* The task *
Among the entries that follow, find every line with the word "высоты" and list it.

Record extracts: Begin

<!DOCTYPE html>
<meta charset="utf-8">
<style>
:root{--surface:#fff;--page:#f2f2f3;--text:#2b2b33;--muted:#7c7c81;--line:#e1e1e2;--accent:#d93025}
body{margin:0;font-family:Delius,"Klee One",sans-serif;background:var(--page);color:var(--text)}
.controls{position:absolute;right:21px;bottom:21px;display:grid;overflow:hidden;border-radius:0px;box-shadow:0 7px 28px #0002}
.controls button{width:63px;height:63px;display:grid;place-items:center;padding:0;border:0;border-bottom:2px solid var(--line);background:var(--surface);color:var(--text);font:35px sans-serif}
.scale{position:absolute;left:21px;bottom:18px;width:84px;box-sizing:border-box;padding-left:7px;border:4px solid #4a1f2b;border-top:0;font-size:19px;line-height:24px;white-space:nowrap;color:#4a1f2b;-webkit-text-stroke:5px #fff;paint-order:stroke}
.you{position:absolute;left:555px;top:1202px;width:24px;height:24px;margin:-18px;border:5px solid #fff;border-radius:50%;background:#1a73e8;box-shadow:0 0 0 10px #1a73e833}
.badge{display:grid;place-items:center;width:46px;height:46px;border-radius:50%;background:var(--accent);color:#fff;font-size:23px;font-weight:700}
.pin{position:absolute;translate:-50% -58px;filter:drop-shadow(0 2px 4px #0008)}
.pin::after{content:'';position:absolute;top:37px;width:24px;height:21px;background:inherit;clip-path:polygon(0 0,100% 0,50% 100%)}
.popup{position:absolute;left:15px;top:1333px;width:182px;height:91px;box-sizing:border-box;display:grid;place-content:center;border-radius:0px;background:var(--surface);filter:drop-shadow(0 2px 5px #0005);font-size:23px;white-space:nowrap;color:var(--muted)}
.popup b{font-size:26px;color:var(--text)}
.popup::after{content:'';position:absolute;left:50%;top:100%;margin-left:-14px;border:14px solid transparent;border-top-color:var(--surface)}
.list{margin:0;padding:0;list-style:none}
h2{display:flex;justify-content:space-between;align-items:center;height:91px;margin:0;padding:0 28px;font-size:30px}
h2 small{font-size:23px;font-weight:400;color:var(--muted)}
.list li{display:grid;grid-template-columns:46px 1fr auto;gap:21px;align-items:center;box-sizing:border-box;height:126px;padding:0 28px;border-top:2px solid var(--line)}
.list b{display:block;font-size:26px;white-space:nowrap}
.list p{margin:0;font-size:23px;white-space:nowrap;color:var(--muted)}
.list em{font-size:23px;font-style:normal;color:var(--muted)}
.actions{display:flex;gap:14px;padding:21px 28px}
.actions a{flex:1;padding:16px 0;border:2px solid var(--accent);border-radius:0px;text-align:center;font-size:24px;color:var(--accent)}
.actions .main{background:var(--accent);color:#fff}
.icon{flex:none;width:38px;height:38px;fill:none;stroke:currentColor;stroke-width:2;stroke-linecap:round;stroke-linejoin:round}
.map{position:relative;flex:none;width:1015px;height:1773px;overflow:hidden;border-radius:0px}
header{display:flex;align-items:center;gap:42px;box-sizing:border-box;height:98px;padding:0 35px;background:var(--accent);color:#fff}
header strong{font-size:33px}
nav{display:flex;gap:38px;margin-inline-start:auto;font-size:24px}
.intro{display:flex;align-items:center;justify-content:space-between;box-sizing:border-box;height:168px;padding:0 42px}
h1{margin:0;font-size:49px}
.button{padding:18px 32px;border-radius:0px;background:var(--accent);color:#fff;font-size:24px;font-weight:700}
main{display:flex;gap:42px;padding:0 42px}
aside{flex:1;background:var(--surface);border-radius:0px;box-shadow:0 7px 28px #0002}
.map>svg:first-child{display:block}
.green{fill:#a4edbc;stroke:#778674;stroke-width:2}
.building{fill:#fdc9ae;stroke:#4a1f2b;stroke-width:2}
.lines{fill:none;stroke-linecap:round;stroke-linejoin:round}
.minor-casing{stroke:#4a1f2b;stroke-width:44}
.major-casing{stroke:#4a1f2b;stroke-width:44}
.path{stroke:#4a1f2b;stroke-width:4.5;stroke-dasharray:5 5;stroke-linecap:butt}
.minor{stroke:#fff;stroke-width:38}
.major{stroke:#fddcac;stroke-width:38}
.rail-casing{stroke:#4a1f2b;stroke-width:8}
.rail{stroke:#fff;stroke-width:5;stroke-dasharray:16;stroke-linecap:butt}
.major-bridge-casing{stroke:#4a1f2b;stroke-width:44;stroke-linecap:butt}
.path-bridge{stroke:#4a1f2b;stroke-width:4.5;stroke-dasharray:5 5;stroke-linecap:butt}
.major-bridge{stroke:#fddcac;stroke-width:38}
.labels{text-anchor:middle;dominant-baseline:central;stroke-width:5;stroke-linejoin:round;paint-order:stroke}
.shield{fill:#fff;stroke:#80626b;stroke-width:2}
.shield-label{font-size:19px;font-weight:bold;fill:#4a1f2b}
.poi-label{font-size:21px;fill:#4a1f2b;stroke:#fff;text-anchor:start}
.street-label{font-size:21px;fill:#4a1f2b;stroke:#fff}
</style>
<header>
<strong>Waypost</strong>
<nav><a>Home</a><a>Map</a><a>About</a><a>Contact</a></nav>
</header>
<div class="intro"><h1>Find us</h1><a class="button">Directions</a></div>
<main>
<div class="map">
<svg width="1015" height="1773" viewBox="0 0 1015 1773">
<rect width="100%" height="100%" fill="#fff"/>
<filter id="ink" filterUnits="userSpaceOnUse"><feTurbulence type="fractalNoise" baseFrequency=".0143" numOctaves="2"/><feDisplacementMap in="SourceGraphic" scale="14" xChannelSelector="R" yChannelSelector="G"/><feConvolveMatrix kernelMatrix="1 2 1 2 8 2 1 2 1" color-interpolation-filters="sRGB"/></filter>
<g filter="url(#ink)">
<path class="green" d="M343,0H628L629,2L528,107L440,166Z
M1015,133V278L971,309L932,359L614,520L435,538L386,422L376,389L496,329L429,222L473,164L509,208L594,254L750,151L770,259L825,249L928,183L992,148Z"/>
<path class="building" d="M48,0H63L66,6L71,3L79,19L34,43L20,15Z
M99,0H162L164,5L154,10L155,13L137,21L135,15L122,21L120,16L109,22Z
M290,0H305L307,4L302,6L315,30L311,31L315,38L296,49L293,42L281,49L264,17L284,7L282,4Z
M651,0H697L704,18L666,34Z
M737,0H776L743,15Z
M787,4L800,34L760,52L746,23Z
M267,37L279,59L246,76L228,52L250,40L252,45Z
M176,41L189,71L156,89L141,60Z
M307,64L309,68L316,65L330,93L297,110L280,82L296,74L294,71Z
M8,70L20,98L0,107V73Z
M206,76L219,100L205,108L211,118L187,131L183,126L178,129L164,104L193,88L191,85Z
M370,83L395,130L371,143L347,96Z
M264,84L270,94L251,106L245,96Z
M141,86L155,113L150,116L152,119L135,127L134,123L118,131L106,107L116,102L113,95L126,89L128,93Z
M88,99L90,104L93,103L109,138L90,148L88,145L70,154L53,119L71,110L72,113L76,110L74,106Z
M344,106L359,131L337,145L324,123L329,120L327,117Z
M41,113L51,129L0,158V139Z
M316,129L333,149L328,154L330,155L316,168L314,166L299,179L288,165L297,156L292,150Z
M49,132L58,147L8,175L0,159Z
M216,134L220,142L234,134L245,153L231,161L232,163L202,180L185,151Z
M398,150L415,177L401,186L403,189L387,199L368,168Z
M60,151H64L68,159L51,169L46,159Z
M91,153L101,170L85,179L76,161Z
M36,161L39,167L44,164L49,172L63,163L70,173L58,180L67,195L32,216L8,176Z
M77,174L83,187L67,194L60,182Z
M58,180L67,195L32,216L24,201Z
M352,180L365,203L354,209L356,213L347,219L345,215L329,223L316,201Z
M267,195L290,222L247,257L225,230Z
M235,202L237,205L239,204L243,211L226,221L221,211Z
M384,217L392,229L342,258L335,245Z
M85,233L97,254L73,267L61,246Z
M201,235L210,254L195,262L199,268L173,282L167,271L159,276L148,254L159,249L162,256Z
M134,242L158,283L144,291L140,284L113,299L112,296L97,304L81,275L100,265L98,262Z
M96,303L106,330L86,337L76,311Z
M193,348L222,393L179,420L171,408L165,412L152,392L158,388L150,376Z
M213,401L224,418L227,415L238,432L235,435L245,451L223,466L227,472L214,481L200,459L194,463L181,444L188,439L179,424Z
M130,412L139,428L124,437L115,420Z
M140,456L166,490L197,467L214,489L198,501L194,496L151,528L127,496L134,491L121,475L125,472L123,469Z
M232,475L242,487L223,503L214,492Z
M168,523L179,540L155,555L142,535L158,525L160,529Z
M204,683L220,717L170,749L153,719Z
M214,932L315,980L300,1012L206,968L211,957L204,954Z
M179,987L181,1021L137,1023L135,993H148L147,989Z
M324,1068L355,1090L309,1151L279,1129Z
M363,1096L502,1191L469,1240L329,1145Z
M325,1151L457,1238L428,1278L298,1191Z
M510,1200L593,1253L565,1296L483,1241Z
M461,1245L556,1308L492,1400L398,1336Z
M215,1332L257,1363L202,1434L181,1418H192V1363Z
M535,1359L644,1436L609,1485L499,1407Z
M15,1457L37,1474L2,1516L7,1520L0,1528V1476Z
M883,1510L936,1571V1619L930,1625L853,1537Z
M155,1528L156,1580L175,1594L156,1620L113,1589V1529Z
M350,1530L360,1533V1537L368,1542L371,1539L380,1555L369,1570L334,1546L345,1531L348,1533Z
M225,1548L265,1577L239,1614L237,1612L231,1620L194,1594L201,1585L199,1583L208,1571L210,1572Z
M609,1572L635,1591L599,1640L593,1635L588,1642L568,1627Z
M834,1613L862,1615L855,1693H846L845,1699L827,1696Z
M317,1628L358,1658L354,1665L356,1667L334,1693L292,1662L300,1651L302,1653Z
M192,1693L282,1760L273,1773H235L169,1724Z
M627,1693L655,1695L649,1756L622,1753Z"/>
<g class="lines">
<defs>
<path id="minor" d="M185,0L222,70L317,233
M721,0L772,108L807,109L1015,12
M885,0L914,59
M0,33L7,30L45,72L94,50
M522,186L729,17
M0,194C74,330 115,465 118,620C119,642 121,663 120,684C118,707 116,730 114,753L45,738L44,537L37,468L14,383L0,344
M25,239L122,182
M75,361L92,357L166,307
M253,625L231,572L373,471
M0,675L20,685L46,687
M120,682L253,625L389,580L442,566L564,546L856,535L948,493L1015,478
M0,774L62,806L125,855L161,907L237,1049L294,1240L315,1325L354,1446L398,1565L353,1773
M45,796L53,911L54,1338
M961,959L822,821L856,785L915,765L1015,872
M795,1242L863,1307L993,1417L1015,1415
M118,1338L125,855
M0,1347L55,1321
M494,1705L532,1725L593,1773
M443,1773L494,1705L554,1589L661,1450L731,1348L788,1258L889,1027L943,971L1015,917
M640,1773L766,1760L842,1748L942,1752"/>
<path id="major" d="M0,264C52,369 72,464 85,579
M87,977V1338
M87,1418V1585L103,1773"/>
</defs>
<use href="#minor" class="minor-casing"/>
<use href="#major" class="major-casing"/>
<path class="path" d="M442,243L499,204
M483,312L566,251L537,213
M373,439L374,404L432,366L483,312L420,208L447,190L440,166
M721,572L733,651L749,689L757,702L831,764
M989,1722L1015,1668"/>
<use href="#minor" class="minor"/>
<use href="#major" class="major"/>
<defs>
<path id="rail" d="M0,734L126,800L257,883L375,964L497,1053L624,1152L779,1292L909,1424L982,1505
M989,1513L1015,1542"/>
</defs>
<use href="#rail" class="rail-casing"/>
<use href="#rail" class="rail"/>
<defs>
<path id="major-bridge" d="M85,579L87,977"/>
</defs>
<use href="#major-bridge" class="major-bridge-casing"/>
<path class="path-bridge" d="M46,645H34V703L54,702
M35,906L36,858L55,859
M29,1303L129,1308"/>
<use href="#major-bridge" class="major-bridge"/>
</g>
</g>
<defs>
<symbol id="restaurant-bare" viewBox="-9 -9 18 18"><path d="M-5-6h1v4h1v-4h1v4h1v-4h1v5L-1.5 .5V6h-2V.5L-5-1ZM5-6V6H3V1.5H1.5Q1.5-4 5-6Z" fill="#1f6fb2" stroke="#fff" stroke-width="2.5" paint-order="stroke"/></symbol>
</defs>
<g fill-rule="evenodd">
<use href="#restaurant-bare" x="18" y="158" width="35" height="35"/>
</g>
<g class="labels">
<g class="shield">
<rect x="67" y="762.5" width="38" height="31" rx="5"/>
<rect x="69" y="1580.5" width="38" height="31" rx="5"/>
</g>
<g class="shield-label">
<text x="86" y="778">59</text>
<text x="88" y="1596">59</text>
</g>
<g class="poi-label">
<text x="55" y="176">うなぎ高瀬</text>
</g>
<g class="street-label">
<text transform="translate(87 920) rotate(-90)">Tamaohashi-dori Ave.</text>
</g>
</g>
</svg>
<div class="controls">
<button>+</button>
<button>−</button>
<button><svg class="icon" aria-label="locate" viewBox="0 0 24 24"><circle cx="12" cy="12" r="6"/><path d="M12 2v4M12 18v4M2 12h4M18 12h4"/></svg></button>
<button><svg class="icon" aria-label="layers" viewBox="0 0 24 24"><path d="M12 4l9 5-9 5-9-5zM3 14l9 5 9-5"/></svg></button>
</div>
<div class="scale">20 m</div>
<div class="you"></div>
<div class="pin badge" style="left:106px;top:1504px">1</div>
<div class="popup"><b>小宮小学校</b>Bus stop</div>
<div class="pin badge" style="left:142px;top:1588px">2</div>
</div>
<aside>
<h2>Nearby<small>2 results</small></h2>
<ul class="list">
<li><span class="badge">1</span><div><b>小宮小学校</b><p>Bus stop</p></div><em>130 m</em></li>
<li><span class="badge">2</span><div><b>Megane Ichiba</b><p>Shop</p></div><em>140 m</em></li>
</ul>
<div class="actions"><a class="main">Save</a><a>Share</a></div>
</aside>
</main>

Record extracts: End
Record extracts: Begin

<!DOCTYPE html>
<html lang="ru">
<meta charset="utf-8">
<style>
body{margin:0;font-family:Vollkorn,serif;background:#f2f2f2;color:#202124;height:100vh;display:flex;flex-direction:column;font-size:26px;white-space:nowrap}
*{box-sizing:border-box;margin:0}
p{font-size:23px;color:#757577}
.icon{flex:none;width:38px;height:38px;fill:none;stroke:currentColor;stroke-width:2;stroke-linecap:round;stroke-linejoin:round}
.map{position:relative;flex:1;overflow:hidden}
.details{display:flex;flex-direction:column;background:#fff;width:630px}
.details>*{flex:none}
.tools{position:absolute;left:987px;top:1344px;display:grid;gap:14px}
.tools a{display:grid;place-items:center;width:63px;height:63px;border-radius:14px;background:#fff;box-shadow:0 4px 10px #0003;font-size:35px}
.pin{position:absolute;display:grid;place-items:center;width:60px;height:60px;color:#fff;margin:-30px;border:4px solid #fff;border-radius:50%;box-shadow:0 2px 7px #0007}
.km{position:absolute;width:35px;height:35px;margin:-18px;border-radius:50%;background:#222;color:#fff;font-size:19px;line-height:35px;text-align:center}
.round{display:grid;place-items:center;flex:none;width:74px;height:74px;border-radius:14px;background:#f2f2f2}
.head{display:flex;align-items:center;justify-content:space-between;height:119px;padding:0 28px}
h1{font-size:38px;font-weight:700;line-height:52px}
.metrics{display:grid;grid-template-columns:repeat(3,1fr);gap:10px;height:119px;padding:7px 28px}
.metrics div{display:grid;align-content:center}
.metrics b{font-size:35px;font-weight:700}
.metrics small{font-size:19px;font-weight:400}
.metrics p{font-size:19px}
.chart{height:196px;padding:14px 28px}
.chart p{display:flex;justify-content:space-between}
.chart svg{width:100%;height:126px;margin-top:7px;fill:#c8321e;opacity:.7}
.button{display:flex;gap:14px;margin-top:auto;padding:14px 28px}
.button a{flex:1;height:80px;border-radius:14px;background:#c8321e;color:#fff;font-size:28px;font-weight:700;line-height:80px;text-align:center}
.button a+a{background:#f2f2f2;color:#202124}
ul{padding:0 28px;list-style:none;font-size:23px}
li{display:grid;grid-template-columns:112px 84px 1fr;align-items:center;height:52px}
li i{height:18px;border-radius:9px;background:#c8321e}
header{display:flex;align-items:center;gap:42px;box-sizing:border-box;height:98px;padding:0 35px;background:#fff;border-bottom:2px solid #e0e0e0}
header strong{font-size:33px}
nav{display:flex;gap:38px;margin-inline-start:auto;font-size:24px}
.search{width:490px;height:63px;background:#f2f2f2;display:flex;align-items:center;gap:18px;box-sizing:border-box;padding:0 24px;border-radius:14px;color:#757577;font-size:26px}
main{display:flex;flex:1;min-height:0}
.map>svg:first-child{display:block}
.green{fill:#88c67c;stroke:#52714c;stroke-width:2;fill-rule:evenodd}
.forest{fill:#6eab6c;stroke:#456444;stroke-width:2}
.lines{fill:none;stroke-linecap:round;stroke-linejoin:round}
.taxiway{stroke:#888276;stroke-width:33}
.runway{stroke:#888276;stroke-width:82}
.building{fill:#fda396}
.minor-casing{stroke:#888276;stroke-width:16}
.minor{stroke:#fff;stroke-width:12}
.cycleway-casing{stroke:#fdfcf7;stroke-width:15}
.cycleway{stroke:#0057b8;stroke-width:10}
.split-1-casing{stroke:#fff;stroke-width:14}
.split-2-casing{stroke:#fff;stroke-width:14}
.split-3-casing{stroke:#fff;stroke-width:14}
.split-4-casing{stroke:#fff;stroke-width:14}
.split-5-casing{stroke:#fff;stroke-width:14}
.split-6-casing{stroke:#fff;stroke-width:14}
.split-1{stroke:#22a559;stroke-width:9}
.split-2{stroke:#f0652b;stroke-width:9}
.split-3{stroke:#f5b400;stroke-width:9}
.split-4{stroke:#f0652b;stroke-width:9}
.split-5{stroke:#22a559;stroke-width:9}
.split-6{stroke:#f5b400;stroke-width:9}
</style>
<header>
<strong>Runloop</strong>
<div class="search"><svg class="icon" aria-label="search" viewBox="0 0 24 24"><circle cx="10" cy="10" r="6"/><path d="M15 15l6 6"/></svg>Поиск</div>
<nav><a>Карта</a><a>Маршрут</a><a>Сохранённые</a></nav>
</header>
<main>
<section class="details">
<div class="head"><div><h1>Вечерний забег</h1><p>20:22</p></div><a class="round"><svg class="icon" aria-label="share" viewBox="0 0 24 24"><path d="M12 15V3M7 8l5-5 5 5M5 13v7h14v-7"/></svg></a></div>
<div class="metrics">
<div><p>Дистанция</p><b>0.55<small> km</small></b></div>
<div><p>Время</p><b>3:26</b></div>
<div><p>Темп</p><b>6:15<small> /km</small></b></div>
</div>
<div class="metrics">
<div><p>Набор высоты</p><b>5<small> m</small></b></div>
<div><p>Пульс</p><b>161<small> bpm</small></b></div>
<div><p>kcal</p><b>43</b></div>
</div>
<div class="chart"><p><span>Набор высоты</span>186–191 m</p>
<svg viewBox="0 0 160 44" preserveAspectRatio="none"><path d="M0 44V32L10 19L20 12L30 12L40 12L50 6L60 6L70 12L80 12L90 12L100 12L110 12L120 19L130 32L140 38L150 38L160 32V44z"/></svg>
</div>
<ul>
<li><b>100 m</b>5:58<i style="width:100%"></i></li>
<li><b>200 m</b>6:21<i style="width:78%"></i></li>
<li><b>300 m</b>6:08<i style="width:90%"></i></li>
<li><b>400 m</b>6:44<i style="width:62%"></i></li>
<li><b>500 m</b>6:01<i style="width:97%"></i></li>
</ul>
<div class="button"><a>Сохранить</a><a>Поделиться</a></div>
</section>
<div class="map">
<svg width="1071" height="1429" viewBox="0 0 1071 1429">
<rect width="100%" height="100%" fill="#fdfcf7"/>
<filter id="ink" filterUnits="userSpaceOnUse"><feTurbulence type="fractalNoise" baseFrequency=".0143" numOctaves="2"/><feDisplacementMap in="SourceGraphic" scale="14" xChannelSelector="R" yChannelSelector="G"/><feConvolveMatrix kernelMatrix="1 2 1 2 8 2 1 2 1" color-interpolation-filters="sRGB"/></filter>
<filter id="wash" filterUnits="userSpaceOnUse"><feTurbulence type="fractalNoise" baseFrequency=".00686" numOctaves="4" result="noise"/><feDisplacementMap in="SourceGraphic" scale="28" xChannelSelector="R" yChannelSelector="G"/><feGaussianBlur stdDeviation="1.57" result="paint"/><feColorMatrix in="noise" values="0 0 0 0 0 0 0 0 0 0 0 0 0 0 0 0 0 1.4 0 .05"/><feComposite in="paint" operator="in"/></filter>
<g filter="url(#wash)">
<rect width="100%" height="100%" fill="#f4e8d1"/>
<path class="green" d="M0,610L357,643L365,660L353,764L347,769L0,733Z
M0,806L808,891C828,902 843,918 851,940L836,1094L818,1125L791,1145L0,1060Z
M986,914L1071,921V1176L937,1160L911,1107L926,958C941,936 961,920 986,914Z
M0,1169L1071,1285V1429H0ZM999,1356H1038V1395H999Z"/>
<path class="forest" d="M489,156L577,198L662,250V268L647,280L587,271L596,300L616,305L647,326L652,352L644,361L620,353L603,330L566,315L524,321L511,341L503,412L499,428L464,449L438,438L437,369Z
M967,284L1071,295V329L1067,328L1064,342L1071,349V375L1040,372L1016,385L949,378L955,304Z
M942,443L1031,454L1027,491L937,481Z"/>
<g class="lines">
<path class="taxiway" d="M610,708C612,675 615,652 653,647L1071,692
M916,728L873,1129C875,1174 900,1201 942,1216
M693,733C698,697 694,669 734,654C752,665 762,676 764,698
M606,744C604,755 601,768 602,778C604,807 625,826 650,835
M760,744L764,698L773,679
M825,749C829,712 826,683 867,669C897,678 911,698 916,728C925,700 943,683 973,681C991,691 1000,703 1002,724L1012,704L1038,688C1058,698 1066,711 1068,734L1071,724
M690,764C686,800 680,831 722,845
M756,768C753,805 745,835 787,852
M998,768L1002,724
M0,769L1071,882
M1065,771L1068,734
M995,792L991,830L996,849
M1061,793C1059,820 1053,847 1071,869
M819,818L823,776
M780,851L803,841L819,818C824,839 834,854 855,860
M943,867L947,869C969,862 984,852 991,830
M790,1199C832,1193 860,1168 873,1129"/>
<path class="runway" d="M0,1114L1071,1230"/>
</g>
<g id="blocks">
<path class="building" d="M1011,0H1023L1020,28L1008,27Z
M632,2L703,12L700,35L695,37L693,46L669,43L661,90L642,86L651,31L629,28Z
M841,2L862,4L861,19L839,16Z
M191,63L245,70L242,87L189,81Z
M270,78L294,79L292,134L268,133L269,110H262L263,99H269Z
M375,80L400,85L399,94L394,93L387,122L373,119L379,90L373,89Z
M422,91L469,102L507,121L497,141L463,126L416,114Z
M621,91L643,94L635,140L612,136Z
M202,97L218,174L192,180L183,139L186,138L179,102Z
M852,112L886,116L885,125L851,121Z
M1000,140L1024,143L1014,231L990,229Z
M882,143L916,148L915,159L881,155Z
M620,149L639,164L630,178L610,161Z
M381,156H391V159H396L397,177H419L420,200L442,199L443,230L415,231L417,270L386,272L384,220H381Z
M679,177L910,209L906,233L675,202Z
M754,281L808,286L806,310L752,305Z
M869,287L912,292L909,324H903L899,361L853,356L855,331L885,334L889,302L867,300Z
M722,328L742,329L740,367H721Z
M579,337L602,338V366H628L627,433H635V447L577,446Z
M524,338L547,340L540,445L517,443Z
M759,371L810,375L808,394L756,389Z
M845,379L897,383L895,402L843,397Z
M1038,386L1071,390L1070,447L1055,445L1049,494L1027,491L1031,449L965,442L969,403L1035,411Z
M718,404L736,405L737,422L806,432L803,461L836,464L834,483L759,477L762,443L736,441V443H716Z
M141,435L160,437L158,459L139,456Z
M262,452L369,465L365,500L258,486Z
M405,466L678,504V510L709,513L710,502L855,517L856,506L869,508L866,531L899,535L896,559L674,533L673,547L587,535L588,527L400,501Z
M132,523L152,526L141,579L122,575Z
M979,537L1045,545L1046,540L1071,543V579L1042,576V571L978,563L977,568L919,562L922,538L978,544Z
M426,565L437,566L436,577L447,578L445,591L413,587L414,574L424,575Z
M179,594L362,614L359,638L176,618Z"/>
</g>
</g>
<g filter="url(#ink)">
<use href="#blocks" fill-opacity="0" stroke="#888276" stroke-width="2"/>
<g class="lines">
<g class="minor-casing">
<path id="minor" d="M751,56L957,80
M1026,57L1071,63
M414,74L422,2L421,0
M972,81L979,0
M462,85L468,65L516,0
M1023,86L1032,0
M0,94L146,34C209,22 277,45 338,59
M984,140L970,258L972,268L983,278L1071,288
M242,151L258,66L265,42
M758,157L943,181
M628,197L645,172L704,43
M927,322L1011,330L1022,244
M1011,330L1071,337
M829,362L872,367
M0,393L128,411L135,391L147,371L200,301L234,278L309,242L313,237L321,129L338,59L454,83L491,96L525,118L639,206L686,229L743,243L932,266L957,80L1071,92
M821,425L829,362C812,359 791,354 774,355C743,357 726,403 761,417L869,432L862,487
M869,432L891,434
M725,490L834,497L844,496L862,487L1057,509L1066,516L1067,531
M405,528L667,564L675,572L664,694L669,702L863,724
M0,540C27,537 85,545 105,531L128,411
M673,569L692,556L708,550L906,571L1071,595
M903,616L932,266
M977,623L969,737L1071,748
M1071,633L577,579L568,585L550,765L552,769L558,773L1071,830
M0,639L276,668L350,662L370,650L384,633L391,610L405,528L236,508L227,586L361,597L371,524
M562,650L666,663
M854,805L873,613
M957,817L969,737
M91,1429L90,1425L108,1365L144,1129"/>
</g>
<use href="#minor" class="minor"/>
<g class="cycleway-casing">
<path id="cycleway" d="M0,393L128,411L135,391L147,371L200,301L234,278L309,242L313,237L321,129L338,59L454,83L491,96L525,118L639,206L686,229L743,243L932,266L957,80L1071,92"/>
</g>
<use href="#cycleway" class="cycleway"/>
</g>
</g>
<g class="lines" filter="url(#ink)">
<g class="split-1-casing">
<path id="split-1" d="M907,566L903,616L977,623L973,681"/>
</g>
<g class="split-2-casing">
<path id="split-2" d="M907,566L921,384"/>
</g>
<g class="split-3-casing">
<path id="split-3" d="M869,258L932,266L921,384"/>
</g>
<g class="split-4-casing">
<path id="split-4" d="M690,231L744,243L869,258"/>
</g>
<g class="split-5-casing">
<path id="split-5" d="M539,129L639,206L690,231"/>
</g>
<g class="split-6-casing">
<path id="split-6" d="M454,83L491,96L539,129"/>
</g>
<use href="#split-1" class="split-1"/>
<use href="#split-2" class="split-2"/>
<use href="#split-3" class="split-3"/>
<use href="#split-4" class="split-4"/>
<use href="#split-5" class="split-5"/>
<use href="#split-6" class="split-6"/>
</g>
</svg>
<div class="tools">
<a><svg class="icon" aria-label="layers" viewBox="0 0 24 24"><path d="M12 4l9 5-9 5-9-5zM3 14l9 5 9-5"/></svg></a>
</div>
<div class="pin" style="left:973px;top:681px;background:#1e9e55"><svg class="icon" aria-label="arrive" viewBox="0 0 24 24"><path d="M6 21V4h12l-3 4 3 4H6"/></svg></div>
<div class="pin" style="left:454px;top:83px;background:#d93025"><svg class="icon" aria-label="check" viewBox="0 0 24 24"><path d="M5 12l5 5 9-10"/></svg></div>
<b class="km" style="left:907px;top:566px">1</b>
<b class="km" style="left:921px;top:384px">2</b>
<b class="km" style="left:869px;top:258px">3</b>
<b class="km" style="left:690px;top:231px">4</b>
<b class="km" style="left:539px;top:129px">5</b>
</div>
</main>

Record extracts: End

* Answer *
<div><p>Набор высоты</p><b>5<small> m</small></b></div>
<div class="chart"><p><span>Набор высоты</span>186–191 m</p>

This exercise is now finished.